[WHAT IS REQUIRED] Search the material for the word "canvas" and copy every line in which it occurs.

[SOURCE INFORMATION]
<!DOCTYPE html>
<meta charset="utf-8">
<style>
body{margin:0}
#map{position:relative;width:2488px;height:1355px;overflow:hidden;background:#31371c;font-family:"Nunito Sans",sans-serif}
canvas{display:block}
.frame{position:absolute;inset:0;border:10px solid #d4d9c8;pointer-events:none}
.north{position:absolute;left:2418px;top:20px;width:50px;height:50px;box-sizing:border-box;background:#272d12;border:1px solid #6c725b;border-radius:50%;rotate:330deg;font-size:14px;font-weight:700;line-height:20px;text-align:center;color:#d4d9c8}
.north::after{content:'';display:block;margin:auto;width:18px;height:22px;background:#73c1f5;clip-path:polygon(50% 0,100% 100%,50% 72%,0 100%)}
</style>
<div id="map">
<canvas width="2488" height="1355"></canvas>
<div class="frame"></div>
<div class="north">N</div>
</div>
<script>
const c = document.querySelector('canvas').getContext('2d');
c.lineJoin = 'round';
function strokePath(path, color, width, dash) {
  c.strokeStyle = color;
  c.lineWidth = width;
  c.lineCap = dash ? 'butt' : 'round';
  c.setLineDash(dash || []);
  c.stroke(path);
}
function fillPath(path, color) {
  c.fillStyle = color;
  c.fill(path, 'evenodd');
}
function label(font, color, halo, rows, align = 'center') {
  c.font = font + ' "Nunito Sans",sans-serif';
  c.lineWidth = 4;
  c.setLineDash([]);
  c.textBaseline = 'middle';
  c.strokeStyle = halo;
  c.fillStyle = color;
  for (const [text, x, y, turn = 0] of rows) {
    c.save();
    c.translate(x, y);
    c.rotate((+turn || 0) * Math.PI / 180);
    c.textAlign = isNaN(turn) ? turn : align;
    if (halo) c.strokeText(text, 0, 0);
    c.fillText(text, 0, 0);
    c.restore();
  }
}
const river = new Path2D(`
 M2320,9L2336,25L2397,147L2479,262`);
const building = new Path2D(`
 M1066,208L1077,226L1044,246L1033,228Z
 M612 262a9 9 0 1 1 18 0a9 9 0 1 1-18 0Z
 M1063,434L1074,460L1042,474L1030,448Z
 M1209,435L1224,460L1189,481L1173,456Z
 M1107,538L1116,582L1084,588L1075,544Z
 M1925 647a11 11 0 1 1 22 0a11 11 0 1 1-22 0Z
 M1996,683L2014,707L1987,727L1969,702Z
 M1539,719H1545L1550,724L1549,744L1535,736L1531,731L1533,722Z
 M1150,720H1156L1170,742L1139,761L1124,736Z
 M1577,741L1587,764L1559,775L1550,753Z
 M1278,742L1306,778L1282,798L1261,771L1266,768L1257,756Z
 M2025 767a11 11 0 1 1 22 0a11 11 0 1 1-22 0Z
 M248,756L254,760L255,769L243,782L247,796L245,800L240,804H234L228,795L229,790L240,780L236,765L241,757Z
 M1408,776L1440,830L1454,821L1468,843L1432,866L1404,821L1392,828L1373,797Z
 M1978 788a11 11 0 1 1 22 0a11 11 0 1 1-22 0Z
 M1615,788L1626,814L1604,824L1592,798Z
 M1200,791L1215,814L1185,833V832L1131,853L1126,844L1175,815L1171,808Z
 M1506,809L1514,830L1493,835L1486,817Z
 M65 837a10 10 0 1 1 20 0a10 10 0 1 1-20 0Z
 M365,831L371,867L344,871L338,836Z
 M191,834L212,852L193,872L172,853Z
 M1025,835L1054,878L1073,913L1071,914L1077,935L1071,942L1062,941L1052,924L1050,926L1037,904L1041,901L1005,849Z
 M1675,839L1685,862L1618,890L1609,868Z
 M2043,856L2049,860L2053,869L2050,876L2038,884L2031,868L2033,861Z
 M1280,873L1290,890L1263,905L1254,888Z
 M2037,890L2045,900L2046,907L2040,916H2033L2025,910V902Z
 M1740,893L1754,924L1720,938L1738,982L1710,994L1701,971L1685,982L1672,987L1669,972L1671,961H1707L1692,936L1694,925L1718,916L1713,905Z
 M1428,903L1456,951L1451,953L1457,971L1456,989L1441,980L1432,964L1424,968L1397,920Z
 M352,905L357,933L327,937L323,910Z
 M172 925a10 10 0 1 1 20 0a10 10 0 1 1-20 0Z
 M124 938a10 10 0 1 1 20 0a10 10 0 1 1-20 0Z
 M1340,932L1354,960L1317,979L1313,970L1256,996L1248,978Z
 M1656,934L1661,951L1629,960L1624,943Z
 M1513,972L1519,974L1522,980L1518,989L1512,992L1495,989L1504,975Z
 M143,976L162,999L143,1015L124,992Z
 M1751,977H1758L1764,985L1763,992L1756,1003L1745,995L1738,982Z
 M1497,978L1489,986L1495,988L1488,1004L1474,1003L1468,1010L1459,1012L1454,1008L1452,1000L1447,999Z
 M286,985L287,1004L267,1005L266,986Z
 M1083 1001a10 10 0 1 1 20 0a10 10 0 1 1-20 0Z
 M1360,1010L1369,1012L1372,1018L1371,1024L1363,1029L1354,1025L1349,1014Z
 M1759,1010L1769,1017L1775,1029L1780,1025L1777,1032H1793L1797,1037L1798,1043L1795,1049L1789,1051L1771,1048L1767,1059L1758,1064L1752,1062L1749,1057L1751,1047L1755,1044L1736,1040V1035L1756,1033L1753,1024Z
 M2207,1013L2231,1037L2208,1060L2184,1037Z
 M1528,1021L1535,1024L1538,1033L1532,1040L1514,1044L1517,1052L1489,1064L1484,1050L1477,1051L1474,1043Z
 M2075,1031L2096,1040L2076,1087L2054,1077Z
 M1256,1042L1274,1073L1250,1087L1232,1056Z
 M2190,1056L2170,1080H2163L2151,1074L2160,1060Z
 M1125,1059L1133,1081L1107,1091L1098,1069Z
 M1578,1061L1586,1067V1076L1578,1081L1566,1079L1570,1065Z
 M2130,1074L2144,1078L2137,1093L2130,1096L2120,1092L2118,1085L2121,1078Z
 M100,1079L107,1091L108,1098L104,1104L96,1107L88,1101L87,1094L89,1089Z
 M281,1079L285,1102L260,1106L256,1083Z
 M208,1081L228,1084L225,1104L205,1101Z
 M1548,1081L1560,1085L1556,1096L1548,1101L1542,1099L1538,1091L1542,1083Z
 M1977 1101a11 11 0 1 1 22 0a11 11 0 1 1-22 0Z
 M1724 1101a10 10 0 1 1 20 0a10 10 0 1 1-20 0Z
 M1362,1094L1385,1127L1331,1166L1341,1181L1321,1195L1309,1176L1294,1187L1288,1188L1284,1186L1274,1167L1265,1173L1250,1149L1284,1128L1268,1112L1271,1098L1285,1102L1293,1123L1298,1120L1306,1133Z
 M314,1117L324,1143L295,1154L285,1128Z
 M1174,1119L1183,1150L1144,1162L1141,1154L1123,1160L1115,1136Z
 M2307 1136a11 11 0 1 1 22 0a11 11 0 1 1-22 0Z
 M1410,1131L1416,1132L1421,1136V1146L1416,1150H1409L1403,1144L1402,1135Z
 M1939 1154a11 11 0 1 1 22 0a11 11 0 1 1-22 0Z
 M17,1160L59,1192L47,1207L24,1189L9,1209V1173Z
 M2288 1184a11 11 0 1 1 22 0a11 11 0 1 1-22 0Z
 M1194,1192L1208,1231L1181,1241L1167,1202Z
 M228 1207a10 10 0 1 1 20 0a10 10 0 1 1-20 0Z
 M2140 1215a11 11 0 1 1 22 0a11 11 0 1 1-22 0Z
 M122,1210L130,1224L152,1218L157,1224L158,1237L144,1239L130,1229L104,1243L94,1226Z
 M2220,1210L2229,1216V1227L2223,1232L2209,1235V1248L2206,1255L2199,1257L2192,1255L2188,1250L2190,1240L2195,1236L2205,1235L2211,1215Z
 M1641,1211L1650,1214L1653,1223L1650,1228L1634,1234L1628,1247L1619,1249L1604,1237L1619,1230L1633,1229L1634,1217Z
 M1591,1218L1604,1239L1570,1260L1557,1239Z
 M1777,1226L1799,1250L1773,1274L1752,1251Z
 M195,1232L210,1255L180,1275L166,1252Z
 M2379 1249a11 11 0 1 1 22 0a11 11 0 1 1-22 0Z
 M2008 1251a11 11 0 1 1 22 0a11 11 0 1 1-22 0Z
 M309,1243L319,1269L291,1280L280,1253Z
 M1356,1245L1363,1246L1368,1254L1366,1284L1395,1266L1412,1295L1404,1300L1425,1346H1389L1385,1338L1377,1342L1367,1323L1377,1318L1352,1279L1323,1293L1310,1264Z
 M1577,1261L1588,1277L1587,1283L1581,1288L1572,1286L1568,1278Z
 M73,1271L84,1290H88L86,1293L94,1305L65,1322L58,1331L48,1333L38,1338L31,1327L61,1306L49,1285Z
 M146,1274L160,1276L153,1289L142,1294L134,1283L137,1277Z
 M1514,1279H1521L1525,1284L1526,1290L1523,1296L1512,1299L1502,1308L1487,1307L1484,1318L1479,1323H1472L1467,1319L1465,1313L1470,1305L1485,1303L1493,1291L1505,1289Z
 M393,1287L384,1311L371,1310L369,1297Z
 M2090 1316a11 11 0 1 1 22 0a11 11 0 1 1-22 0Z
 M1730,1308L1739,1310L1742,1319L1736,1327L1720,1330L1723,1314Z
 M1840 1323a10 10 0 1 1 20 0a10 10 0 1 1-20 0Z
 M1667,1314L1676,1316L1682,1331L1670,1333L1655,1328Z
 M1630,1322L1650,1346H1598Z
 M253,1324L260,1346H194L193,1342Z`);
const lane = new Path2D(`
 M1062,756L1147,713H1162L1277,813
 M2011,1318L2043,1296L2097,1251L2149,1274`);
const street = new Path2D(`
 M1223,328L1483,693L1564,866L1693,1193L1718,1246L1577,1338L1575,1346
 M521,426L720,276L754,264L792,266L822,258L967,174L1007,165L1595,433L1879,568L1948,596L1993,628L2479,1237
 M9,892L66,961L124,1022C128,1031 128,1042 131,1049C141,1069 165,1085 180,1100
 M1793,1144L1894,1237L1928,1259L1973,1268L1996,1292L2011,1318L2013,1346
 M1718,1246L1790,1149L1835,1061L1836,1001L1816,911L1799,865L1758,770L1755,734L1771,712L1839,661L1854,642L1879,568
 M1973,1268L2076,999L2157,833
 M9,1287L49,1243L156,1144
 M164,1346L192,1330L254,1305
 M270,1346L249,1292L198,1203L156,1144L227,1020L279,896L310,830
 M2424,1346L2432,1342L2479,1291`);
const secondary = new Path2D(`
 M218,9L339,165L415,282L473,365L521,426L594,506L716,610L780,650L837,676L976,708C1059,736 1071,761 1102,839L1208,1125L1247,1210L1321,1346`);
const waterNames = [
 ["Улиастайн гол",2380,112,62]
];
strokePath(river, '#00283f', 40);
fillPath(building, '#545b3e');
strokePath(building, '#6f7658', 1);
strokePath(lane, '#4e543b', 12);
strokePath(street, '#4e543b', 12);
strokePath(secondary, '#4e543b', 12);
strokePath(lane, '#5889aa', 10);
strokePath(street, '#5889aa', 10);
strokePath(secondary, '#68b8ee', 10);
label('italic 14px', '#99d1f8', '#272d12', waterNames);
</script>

[ANSWER FOR THIS EXERCISE]
canvas{display:block}
<canvas width="2488" height="1355"></canvas>
const c = document.querySelector('canvas').getContext('2d');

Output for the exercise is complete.